Phoenix Forgotten Review: A Pleasant Mockumentary

Phoenix Forgotten is a fictional documentary based on the real-life UFO phenomenon known as ‘the Phoenix Lights’. Back in March 1997, a series of lights were seen by thousands of people in Arizona and Nevada as the events were captured on video that can be found on Youtube today. The accident which many described as a giant boomerang-shaped aircraft silently moving across the skies before disappearing. Despite this incident initially being downplayed by government officials, the reality is that Phoenix Lights is one of the most infamous sightings of UFOs that to this very day as not been explained or debunked by the public.

Cinelou Films

Using that event for their own film, Phoenix Forgotten is a story of three Arizona teens that disappeared without a trace just days after the Phoenix Lights sighting. 20 years earlier, our main character Sophie and her family witnessed the incident during her 6th birthday party. Now in present day, she is working on a documentary to get to the bottom of her brother’s disappearance along with two of his friends. There are two aspects to this film. The first part is played as a straight investigational documentary where Sophie interviews key figures, including her own parents about the 1997 disappearance.

Testimony from family members of the victims gives a human side to the story and despite it all being fake, the emotion displayed gives a realistic portrayal of how families of missing children would react to the stress of losing a loved one. The second part is where they review the found footage from her brother’s team in their last days. The evidence that was collected of their adventure leading to the reveal of the final tape of their abduction shows that the teens were just that, teenagers who were looking for a big scoop into the strange lights that ended up getting more than they bargained for.

Cinelou Films

Ridley Scott is the producer of this film, his influence with the presentation is what sets this film apart from other found footage movies. Despite being a Sci-Fi Horror film, there isn’t much horror here as there is suspense. This film works as a documentary first and sci-fi second. The structure allows them to play it straight while keeping the uneasy reality of the 3 teens fate. The audience already knows that they were taken by aliens, but the build-up to the actual footage is brilliant.
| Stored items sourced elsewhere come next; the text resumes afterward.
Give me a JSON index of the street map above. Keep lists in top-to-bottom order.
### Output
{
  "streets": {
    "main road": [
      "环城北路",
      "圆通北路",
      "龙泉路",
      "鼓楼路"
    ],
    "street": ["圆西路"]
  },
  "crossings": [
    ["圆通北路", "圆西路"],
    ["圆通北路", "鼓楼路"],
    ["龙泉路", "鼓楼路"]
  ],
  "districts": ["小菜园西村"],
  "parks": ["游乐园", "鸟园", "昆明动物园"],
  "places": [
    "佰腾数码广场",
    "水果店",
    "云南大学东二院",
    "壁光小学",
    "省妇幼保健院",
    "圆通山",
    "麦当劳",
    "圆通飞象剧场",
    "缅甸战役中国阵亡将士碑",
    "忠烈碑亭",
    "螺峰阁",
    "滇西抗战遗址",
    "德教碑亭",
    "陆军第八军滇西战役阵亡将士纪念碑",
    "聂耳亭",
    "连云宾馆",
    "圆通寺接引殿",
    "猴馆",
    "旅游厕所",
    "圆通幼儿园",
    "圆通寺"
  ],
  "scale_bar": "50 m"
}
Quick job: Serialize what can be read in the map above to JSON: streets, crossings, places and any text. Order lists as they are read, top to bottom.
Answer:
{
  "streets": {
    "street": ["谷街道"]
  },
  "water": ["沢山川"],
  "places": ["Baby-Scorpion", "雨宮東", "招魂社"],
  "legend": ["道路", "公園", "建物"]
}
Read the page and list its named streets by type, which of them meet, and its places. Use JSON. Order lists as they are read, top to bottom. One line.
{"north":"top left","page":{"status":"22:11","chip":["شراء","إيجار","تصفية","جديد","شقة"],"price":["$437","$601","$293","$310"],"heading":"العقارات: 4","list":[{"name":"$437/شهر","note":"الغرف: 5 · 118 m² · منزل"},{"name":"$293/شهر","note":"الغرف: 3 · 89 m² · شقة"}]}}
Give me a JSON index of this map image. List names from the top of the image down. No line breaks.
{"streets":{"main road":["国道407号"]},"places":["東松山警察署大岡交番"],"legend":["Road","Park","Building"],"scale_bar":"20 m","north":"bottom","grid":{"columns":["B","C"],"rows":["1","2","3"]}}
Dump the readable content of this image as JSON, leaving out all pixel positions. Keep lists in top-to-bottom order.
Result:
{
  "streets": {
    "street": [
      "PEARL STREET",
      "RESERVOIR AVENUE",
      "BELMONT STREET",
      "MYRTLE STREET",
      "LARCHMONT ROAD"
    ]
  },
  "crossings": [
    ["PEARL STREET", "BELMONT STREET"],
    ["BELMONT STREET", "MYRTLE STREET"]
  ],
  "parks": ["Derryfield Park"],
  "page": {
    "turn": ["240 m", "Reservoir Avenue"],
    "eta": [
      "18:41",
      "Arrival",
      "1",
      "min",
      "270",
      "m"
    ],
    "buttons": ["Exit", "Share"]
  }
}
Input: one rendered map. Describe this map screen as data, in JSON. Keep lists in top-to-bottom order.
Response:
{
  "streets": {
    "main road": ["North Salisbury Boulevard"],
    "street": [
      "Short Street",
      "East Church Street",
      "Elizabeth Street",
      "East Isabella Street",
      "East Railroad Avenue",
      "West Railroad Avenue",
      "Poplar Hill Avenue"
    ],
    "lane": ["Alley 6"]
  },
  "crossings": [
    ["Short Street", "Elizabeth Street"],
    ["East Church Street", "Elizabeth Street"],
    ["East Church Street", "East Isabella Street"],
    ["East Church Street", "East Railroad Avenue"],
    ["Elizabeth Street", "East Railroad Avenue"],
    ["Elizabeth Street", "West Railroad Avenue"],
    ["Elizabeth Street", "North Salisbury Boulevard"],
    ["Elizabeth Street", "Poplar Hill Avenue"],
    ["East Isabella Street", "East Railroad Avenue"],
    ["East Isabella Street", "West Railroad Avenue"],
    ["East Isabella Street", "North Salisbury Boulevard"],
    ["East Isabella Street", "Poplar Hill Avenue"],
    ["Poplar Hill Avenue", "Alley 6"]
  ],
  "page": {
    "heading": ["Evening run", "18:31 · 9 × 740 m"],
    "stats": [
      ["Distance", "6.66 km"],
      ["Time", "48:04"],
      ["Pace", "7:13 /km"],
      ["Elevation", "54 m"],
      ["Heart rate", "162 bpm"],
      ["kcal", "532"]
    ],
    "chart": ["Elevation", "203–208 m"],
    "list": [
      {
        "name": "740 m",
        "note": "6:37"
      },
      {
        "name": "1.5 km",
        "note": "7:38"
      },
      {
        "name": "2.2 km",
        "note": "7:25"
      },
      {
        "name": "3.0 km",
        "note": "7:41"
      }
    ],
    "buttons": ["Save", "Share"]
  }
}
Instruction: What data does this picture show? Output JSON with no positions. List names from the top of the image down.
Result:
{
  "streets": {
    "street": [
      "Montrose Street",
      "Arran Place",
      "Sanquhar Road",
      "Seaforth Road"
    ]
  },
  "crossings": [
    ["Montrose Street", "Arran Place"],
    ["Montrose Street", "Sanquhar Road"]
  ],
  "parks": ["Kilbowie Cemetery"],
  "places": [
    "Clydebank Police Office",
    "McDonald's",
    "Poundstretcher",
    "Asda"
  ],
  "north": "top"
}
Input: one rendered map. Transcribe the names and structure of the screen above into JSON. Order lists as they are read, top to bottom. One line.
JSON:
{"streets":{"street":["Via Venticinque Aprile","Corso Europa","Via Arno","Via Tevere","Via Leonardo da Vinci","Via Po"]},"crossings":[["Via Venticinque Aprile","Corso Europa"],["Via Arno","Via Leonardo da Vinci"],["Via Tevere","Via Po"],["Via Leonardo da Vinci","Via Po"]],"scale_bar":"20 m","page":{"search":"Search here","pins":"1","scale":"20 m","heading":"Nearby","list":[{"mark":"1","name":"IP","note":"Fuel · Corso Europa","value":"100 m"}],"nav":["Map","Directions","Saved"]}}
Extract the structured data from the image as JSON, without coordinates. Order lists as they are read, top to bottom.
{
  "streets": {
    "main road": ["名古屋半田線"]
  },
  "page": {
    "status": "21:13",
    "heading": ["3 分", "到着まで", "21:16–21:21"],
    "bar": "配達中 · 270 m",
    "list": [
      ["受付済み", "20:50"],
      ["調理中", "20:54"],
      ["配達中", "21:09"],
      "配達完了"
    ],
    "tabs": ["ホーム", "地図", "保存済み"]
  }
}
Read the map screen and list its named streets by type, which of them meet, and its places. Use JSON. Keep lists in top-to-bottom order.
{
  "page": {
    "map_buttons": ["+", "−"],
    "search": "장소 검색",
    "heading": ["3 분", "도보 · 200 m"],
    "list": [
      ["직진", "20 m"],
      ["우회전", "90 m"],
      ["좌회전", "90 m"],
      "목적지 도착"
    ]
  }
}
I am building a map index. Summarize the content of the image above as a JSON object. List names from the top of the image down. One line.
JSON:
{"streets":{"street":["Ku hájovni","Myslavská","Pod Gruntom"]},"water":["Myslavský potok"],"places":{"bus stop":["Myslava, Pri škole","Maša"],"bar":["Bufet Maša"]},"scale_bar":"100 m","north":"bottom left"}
There is even a play on the theory of Ezekiel’s Wheel which is a biblical reference to Ezekiel 1:16 so the ending leaves you wondering if this was UFOs or an act of God.

The beauty of taking a real event and using that to create a fictional thriller is brilliant. An idea that could have easily flopped works thanks to Director Justin Barber (no not Justin Bieber) who essentially films two different movies that do not feel out-of-place with one another, an achievement on its own. The film is pretty short, only 85 minutes. Normally this would get under my skin, but here the film doesn’t stretch itself too thin and remains effective. Phoenix Forgotten while not a top 10 film of 2017 is one of my favorite and most pleasant surprises of the year.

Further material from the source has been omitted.